01. Balmorhea: Clear Language (Western Vinyl)
Five years on from Balmorhea's Stranger, Rob Lowe and Michael Muller, the group's co-founders, return with Clear Language, as satisfying a collection of material as long-time listeners might have hoped for. Abetted by Aisha Burns (violin, viola) and using analog synthesizers, piano, vibraphone, guitars, and field recordings, Lowe and Muller have created ten stirring productions that stand with the group's best.
02. Hammock: Mysterium (Hammock Music)
Hammock has an uncanny talent for retaining its identity whether the music in play is modern-day shoegaze, as exemplified by Everything and Nothing, or, as in the present case, modern classical. There's a good reason why Mysterium assumes the form of a classical requiem: the release is dedicated to Hammock co-founder Marc Byrd's nephew Clark Kern (1995-2016), who died from the tumor strain Neurofibromatosis 2 (NF2). Though Mysterium signifies a return to the tone of 2013's elegiac Oblivion Hymns, the new recording, a powerfully emotive blend of modern classical, ambient, and choral music, goes deeper.
03. Anneli Drecker: Revelation for Personal Use (Rune Grammofon)

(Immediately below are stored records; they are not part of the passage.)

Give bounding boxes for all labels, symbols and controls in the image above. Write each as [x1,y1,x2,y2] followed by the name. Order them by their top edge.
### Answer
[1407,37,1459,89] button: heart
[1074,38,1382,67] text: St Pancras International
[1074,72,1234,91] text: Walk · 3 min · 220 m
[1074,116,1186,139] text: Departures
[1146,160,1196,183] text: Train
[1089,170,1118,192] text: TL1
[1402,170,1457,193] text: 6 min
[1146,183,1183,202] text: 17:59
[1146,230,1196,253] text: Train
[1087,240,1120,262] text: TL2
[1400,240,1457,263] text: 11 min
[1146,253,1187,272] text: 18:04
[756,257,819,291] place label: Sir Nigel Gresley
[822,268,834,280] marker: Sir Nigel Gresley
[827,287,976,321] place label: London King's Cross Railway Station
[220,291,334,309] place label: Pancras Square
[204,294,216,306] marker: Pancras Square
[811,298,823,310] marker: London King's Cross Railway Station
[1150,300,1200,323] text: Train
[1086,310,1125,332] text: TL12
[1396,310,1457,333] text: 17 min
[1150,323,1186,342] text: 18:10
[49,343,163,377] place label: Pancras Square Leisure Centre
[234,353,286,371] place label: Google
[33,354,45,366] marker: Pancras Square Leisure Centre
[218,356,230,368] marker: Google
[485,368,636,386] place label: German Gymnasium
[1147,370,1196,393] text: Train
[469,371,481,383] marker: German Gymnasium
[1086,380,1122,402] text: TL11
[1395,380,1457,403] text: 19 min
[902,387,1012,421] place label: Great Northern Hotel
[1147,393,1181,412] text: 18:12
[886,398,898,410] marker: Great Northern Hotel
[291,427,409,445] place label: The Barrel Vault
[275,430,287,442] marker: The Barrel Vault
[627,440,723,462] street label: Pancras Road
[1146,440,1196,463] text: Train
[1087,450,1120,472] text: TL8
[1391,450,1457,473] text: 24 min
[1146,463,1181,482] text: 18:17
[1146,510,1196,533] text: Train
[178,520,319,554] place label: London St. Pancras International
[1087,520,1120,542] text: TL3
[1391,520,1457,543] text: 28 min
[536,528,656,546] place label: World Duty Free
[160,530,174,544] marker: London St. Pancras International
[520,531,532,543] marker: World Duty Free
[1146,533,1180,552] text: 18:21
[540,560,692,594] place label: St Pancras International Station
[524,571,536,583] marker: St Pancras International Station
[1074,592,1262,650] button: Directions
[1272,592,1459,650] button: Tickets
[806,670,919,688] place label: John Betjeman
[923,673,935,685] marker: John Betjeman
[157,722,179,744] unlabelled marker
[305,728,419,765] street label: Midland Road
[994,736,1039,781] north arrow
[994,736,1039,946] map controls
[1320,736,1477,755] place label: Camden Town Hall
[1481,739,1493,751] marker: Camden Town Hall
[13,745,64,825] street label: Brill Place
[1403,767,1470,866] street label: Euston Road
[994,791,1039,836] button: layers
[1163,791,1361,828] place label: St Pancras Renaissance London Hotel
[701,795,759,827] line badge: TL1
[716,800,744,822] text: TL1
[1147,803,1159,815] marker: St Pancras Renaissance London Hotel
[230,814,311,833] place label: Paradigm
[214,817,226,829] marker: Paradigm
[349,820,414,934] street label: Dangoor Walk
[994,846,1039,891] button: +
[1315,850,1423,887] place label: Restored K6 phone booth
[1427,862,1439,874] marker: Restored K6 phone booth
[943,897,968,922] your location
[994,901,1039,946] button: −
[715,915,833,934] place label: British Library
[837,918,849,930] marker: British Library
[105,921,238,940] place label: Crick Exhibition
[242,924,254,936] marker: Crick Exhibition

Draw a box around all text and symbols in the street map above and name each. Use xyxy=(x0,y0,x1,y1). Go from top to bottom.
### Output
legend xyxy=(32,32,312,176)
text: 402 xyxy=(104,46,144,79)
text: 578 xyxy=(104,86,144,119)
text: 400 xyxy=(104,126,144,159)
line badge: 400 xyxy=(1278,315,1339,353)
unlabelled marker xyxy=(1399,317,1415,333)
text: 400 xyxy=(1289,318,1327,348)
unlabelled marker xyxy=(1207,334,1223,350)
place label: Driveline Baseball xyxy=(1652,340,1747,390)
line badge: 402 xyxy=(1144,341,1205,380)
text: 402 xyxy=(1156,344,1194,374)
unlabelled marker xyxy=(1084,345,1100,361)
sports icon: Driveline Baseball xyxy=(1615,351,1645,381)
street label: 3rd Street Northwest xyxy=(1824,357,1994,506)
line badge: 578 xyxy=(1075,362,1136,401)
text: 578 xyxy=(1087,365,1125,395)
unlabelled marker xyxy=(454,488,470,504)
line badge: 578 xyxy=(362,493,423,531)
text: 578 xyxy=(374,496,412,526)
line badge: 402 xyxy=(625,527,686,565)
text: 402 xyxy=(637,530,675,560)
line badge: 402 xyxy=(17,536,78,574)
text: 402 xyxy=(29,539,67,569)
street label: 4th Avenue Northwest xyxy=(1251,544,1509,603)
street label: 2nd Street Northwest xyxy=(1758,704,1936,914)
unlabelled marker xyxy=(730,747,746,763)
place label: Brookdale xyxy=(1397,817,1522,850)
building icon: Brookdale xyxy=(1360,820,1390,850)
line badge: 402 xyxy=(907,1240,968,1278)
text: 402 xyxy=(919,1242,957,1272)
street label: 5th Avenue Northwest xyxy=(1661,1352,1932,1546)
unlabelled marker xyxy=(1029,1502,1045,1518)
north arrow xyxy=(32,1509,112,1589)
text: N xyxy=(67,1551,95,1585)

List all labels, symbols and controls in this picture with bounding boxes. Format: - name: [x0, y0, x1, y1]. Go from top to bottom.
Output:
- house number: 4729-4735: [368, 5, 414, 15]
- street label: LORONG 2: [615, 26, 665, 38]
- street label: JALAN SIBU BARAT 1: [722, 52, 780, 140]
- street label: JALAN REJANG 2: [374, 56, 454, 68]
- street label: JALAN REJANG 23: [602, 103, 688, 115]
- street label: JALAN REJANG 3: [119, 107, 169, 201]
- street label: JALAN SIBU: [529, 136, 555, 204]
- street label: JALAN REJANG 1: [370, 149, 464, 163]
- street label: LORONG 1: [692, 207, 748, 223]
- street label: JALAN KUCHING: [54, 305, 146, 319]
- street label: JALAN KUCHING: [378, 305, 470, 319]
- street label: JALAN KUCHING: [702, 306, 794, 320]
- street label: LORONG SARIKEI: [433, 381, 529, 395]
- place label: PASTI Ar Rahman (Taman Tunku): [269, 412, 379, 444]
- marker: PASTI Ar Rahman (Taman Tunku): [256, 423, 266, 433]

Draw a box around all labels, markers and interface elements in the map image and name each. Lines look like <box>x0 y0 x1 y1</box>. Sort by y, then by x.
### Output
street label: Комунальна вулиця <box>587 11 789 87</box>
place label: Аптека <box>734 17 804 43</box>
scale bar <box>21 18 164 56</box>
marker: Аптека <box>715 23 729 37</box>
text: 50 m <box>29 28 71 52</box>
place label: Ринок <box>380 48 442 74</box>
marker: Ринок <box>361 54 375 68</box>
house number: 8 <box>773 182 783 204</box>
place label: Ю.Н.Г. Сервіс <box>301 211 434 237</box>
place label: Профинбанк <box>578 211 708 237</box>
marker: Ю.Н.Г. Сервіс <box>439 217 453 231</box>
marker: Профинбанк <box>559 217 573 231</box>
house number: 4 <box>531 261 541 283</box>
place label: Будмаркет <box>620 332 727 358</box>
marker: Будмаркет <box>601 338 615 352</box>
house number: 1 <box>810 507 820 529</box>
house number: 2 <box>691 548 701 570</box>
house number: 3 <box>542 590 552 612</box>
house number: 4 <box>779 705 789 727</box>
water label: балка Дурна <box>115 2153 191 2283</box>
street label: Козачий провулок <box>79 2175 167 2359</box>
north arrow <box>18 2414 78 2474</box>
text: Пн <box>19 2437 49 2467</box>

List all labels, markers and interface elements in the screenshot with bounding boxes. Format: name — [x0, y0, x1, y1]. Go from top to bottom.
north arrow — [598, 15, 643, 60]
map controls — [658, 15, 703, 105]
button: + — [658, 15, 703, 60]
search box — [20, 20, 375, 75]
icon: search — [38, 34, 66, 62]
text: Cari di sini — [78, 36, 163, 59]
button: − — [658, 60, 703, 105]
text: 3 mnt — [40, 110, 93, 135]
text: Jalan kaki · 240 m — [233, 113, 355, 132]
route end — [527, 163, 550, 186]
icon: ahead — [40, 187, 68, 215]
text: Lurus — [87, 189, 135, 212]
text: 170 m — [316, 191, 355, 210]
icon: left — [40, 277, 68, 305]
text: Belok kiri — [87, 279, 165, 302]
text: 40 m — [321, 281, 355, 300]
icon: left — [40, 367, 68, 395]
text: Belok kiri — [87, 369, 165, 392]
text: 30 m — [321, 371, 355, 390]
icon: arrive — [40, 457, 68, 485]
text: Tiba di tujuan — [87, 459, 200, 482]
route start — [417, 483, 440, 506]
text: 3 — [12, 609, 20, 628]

So how does one follow up an album as critically acclaimed as Rocks & Straws, the first solo collection from Norwegian songstress Anneli Drecker in a decade? By essentially crafting Rocks & Straws Part II, though it's important to clarify that the move wasn't cynically designed to capitalize on the 2015 album's decidedly positive critical reception but because the project naturally lent itself to further exploration. Both albums draw for inspiration from lyrics by cult poet Arvid Hanssen and use his writings as the fertile soil from which Drecker's evocative songs grow.
04. Colleen: A flame my love, a frequency (Thrill Jockey)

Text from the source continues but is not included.